5. optometric (adj.) 
[op-tom-i-treek] – relating to the eye
Example: The doctor prescribed eyeglasses after the optometric exam.

Read the text below.

More and more children are at risk of suffering from a health problem called Computer Vision Syndrome (CVS) as technology is increasingly used in classrooms.

Eye strain, blurred vision, loss of focus and attention, neck pain, double vision, and headaches are the known symptoms of CVS.

This condition happens because computer screens make the eyes work harder.  Computer screens give off glare and require the eye to look closely at images that are not as clear as those on paper. In addition, reading on the computer makes eye coordination difficult because computer screens are usually positioned a little higher than the normal reading position.  

Thirteen-year-old Casey Connelly who suffers from CVS says she often get “tired eyes” as most of her school work involves computers and electronic tablets. Some schools in the US are now using electronic devices not only for typical activities like typing but also for more advanced function such as storing text books.

This set-up requires students like Casey to work longer with computers.  The American Optometric Association (AOA) says that people who spend more than two continuous hours on the computer every day are most likely to develop CVS.

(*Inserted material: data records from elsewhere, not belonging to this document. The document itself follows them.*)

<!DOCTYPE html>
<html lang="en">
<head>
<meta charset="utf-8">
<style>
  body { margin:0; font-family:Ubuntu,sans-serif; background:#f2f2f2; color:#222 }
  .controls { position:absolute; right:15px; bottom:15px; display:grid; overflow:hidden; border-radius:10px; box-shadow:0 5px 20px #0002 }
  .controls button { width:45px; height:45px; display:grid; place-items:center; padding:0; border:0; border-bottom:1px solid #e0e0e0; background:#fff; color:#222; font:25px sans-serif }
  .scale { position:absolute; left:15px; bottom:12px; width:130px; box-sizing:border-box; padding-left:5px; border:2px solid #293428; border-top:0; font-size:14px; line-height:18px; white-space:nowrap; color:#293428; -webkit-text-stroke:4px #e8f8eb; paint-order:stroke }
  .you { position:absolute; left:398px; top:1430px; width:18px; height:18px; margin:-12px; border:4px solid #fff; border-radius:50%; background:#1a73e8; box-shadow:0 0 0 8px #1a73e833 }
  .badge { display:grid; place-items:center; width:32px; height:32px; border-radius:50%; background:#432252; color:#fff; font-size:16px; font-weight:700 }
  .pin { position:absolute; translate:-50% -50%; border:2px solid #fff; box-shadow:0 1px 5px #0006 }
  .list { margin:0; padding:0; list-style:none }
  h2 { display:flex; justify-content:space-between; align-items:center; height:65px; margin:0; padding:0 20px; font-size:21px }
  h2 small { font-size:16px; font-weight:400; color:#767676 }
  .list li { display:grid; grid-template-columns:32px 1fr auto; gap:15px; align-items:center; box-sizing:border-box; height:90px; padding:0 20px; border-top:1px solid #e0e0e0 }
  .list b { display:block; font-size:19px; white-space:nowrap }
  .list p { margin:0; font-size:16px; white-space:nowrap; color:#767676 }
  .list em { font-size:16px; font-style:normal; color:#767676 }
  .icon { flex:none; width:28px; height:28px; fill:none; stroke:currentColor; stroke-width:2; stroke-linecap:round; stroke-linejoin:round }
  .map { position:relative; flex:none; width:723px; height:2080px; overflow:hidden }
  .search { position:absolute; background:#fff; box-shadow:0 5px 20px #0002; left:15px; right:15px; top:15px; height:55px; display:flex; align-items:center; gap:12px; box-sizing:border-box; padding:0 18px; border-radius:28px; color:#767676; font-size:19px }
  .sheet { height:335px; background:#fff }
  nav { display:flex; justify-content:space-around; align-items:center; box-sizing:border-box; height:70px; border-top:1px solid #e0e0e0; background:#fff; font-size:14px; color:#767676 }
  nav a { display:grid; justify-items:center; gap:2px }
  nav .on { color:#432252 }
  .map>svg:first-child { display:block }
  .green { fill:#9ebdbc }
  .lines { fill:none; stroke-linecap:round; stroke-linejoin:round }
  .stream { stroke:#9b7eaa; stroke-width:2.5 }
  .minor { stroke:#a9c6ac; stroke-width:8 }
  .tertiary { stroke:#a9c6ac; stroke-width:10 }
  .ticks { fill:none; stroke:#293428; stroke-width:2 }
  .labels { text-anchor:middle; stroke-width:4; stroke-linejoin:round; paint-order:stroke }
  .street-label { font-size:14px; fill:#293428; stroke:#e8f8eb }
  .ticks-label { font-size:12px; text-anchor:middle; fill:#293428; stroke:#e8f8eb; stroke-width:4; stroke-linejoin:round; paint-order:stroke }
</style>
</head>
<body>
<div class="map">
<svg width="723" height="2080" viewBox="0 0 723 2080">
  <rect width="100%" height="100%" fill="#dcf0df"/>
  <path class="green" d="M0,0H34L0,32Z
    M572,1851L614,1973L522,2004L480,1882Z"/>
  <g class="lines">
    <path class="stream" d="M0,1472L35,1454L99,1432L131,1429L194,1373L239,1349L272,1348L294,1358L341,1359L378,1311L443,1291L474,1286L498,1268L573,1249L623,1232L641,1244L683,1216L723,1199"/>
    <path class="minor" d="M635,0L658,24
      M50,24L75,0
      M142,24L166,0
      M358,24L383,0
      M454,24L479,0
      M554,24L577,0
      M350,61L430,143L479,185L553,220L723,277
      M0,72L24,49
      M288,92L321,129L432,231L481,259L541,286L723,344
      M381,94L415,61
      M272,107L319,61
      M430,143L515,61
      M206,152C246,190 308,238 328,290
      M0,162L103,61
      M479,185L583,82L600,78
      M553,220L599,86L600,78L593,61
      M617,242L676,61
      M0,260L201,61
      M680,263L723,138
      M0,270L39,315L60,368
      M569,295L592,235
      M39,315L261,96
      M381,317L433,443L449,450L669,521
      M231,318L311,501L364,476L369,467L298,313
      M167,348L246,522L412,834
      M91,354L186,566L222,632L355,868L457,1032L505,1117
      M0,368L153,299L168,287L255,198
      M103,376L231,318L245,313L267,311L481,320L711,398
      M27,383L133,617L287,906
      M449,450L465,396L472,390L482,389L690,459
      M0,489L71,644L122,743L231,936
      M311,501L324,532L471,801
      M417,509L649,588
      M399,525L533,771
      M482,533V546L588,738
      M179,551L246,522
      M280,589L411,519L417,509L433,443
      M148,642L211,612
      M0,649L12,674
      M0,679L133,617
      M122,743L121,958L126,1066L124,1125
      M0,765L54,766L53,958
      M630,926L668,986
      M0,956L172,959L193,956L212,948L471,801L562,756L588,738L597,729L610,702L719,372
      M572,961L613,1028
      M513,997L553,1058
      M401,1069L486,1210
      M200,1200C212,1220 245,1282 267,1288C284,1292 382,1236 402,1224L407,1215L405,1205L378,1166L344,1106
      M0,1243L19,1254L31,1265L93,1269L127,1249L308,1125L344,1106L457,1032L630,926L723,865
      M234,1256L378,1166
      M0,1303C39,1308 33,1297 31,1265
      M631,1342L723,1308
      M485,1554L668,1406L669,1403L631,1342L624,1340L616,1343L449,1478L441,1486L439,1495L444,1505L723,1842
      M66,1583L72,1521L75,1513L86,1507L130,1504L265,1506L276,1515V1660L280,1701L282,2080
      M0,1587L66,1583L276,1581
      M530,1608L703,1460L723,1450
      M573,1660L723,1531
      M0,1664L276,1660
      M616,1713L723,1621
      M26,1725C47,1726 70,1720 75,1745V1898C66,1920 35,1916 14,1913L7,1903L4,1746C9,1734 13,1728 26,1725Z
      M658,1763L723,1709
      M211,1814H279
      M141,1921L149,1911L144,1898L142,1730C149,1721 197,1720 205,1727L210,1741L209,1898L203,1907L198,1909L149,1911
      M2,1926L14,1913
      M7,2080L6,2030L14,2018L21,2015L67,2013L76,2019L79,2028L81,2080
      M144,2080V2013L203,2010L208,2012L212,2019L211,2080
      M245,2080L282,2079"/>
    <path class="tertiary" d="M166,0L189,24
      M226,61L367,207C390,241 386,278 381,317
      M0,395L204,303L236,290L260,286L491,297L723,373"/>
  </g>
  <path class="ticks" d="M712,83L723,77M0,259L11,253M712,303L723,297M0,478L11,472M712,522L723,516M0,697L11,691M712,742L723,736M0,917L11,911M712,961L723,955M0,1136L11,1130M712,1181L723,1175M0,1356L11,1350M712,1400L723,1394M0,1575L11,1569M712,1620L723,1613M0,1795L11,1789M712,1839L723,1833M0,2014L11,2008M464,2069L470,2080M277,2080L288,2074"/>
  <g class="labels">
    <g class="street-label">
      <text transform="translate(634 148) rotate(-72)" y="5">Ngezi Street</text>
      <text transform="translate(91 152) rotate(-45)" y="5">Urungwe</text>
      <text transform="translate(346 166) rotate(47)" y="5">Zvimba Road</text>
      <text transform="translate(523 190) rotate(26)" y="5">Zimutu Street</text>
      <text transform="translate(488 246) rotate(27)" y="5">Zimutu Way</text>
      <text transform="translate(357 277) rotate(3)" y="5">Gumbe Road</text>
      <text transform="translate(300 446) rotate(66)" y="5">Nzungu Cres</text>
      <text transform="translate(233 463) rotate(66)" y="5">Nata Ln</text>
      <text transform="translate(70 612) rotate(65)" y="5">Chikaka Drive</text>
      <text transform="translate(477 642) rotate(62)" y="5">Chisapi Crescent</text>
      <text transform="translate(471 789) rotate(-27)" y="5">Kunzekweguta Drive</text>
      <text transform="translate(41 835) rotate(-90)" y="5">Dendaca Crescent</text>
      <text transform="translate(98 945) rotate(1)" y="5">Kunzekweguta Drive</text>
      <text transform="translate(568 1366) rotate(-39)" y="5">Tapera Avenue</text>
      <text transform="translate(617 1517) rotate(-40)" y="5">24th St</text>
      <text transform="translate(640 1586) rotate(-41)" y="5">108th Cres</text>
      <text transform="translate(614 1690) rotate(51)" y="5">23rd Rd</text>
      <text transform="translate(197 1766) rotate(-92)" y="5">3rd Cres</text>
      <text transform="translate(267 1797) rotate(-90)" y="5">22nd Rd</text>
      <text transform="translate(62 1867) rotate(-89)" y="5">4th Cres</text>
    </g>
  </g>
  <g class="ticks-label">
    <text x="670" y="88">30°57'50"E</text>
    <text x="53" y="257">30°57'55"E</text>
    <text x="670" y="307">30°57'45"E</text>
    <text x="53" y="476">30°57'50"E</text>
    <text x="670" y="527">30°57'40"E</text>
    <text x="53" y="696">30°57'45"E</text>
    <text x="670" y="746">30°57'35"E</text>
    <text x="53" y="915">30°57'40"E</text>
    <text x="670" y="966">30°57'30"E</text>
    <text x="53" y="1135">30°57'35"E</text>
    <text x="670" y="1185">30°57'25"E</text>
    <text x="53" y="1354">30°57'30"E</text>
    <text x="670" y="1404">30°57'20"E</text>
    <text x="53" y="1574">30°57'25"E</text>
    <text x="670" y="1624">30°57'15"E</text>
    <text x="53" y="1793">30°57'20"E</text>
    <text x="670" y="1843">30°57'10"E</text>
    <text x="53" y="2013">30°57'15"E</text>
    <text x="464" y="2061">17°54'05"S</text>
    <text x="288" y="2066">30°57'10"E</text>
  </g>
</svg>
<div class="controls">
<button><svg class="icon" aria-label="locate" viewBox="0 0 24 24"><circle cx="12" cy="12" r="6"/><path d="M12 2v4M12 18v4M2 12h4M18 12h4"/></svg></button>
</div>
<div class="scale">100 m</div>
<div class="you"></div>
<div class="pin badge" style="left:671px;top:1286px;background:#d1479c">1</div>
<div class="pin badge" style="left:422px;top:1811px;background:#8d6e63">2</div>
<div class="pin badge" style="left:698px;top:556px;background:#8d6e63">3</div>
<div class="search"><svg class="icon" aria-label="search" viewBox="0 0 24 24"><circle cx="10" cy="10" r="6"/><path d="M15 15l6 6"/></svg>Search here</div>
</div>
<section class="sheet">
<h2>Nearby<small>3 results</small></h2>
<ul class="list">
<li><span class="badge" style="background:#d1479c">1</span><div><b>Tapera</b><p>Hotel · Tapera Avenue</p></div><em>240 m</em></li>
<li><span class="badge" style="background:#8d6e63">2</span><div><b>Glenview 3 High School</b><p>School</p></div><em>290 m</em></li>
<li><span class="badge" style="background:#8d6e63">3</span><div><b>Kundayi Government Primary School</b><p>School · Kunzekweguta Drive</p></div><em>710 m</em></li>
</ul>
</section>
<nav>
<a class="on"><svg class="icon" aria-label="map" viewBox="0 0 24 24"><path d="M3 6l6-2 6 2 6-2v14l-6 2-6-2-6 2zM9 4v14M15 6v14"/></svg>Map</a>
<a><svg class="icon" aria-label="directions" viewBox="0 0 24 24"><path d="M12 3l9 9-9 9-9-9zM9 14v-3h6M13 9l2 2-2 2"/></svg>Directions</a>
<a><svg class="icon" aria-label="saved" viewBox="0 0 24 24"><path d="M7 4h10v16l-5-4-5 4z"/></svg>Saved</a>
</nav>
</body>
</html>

To avoid vision problems, Dr. Andrea Thau from AOA suggests taking a 20-second break every 20 minutes spent on the computer. Other tips include positioning the computer screen four to five inches below eye level and blinking often to keep the eyes from getting dry. An annual eye exam before the school year starts may also help students avoid CVS.

Viewpoint Discussion
Enjoy a discussion with your tutor. 

Discussion A

·         Do you think that computers and tablet devices are necessary tools in classroom education? Why or why not?
·         Aside from health problems, what can be the disadvantages of using computers in teaching students?

Discussion B

·         What other eye-care tips can you offer to better protect the eyes?
·         Is it possible to have good eyesight these days, when almost everything people do involves computers? Please explain your answer.